# WHAT YOU HAVE TO DO:
Nothing but a number should be given: the count of lines in the data that include the string "radius".

# MATERIAL PROVIDED:
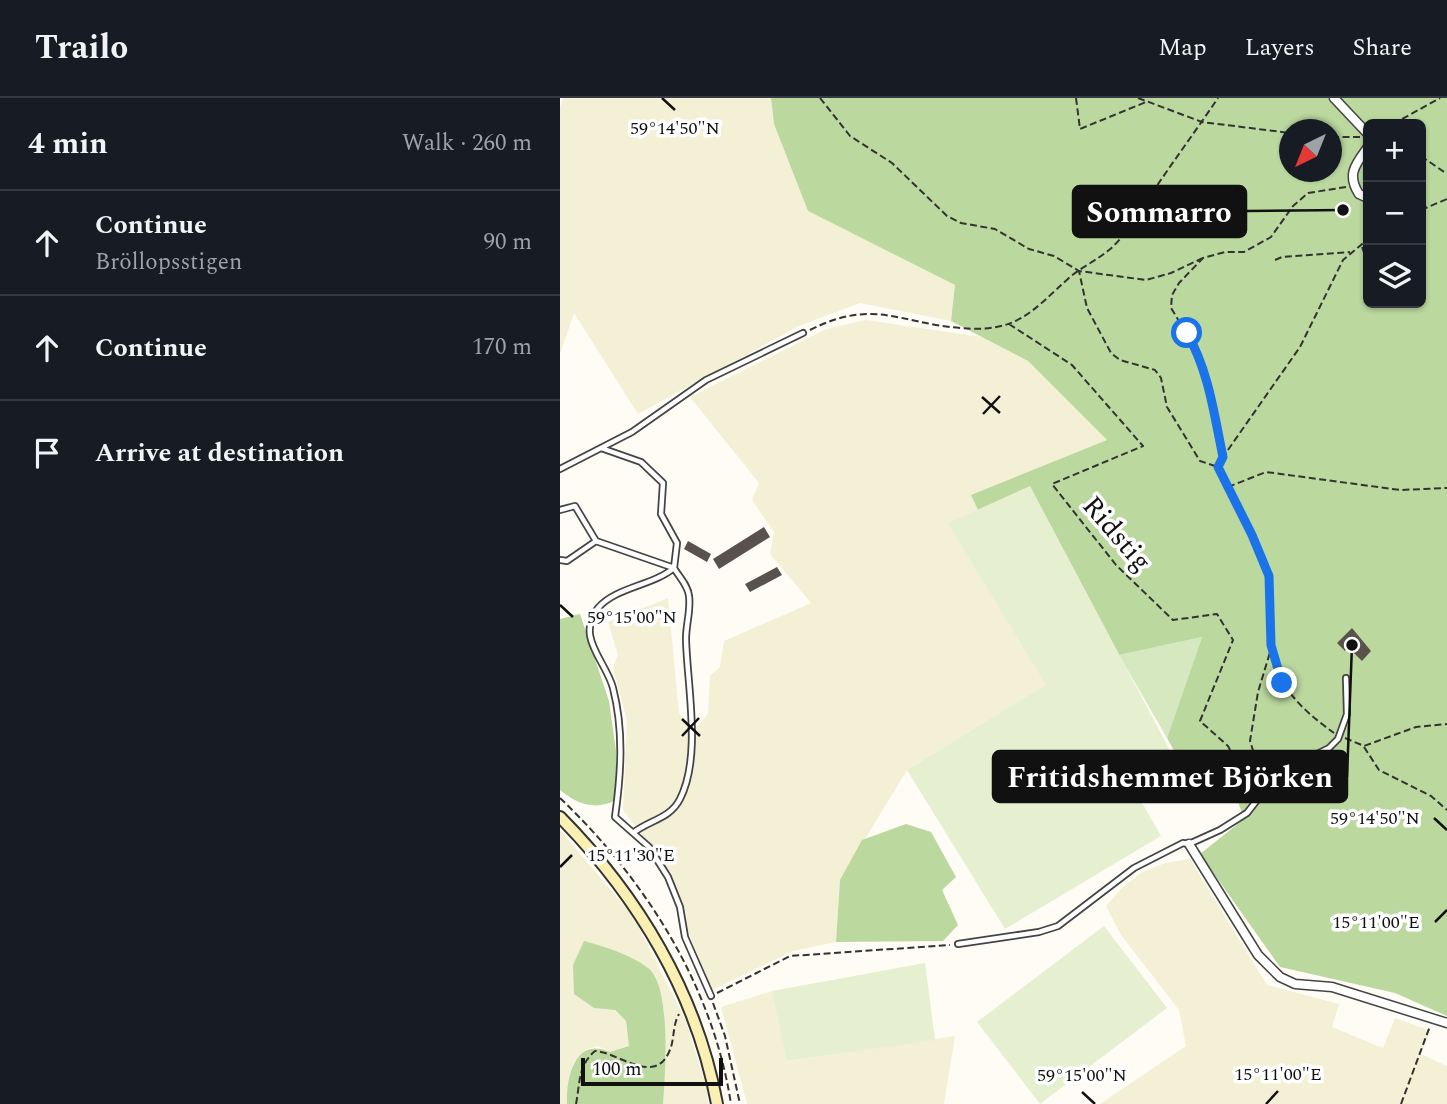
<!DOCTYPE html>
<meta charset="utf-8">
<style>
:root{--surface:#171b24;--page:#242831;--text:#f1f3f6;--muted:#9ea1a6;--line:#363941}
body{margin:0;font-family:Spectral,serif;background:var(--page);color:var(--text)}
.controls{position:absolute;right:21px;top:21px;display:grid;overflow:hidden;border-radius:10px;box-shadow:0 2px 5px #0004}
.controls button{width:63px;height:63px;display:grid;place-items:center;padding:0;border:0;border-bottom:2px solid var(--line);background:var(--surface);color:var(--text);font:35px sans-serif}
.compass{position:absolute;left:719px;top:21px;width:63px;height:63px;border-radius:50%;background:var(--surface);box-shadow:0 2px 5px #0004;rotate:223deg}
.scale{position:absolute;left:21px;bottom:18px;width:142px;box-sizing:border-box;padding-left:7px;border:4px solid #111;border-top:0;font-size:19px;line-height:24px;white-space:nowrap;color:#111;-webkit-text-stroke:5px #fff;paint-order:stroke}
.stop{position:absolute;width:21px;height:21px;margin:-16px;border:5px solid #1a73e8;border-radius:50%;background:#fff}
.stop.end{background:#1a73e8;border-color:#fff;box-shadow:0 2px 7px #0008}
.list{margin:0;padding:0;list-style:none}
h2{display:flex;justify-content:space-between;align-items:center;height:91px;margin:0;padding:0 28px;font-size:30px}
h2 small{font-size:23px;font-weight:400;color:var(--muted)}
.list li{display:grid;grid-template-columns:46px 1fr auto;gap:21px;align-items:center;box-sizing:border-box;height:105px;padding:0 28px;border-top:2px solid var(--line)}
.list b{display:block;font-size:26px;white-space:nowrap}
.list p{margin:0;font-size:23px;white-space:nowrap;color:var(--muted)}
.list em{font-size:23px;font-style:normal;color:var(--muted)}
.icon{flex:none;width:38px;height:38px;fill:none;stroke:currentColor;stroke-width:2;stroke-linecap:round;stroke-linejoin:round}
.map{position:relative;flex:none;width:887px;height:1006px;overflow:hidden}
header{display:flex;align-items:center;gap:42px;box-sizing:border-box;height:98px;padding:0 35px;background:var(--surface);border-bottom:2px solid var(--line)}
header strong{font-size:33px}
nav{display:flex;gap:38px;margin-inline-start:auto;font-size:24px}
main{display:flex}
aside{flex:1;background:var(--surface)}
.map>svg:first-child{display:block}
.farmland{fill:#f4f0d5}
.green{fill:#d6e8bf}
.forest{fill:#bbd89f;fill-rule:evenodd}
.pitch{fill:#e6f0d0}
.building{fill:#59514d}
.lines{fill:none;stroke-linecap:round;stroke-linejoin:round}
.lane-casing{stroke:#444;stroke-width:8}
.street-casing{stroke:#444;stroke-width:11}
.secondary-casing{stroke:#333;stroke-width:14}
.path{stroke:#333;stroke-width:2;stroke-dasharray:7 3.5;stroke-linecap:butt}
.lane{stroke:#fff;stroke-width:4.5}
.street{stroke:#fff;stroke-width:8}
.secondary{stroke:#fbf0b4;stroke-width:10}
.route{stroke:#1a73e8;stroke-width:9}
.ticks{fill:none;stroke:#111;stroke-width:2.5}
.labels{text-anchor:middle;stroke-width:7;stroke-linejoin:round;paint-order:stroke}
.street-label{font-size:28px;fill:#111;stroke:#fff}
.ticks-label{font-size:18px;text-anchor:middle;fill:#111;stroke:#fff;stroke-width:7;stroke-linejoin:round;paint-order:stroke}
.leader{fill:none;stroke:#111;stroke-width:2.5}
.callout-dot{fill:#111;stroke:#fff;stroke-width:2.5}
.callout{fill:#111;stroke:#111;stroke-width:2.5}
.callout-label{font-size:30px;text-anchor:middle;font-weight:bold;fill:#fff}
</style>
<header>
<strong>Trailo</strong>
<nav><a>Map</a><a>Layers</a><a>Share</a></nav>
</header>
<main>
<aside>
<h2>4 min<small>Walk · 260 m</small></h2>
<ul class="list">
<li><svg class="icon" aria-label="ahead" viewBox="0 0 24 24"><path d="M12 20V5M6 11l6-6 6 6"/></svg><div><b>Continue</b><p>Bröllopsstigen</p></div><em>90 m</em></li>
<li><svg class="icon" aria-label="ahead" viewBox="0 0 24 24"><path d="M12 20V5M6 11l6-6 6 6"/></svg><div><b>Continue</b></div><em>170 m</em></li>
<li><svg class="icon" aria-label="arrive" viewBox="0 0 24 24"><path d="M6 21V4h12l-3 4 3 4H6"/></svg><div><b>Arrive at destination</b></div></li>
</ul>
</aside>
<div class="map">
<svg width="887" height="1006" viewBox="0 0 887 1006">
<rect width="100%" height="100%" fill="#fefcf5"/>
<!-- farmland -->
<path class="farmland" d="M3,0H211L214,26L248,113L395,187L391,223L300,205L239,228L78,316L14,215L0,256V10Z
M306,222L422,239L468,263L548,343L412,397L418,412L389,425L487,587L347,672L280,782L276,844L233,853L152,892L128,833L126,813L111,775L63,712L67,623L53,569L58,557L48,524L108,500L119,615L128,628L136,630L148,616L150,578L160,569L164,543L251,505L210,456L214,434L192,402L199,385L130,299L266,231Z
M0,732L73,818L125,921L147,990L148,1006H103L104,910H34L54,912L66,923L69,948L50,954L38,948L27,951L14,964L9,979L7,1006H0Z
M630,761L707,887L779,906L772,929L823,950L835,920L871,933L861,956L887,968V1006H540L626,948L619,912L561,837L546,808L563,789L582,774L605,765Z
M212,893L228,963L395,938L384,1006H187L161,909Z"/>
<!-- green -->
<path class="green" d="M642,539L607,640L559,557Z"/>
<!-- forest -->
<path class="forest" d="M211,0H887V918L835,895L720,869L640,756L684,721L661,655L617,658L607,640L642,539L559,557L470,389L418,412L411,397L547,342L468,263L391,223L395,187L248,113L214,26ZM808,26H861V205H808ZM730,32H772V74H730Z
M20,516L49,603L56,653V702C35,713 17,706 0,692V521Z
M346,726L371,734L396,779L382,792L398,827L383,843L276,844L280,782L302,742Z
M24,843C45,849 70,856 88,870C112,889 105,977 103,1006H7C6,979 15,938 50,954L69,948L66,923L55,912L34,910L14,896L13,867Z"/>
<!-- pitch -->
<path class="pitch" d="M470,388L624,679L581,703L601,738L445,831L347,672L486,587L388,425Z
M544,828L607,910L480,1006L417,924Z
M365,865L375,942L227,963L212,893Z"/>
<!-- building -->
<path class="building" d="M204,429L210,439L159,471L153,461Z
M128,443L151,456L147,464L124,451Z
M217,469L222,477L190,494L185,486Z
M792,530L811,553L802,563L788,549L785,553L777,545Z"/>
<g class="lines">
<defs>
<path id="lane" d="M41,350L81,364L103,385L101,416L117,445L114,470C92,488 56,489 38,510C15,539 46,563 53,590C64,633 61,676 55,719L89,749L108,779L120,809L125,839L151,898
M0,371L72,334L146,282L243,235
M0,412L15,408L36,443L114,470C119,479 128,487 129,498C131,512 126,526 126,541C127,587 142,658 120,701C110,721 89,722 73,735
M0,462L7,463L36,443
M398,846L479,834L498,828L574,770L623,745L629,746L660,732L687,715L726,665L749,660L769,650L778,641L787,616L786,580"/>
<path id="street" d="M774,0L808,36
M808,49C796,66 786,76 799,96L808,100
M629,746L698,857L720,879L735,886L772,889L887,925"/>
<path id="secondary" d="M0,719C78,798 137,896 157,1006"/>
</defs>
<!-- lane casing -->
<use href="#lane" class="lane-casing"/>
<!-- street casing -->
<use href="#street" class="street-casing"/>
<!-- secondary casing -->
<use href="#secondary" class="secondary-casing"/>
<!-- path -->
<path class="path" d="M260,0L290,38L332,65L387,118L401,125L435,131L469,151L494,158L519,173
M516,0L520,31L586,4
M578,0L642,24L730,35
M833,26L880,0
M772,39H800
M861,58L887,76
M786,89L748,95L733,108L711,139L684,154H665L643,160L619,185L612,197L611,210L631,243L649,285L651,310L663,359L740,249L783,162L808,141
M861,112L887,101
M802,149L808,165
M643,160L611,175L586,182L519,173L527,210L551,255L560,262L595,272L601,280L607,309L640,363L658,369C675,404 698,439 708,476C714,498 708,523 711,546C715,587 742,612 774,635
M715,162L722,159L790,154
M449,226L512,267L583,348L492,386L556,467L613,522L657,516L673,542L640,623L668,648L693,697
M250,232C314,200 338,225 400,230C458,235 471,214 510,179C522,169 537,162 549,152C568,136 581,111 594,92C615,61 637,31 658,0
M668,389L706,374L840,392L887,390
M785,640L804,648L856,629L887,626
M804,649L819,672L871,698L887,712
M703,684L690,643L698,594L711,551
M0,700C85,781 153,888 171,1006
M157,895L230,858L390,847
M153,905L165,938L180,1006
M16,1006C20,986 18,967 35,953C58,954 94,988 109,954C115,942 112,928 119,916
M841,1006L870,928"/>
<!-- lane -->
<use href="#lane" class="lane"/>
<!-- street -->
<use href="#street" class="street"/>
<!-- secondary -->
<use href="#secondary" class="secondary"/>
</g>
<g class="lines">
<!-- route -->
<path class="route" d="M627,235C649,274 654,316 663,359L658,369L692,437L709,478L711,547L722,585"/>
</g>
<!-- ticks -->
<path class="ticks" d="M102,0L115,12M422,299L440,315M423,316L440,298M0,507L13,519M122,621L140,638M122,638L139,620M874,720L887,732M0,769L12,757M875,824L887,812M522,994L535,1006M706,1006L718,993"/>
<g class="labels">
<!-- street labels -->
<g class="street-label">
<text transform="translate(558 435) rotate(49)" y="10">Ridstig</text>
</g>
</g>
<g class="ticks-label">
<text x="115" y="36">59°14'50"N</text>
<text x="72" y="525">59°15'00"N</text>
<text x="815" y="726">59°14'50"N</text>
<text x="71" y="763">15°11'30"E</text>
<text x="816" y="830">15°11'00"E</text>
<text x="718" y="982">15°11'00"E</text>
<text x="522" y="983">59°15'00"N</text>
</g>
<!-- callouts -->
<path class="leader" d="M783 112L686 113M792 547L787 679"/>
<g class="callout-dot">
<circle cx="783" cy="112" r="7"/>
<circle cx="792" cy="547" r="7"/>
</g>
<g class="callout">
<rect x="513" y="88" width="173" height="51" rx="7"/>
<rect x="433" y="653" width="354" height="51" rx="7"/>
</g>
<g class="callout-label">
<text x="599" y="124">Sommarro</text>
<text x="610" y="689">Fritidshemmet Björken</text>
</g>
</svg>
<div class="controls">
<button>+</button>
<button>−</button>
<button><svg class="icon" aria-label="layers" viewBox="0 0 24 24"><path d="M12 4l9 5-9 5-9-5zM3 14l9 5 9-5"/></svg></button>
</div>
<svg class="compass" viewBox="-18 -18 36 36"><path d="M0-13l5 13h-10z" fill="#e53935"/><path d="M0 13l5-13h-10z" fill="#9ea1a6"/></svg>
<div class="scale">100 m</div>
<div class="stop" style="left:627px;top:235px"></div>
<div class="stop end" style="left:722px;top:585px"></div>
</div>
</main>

# FINISHED EXERCISE:
3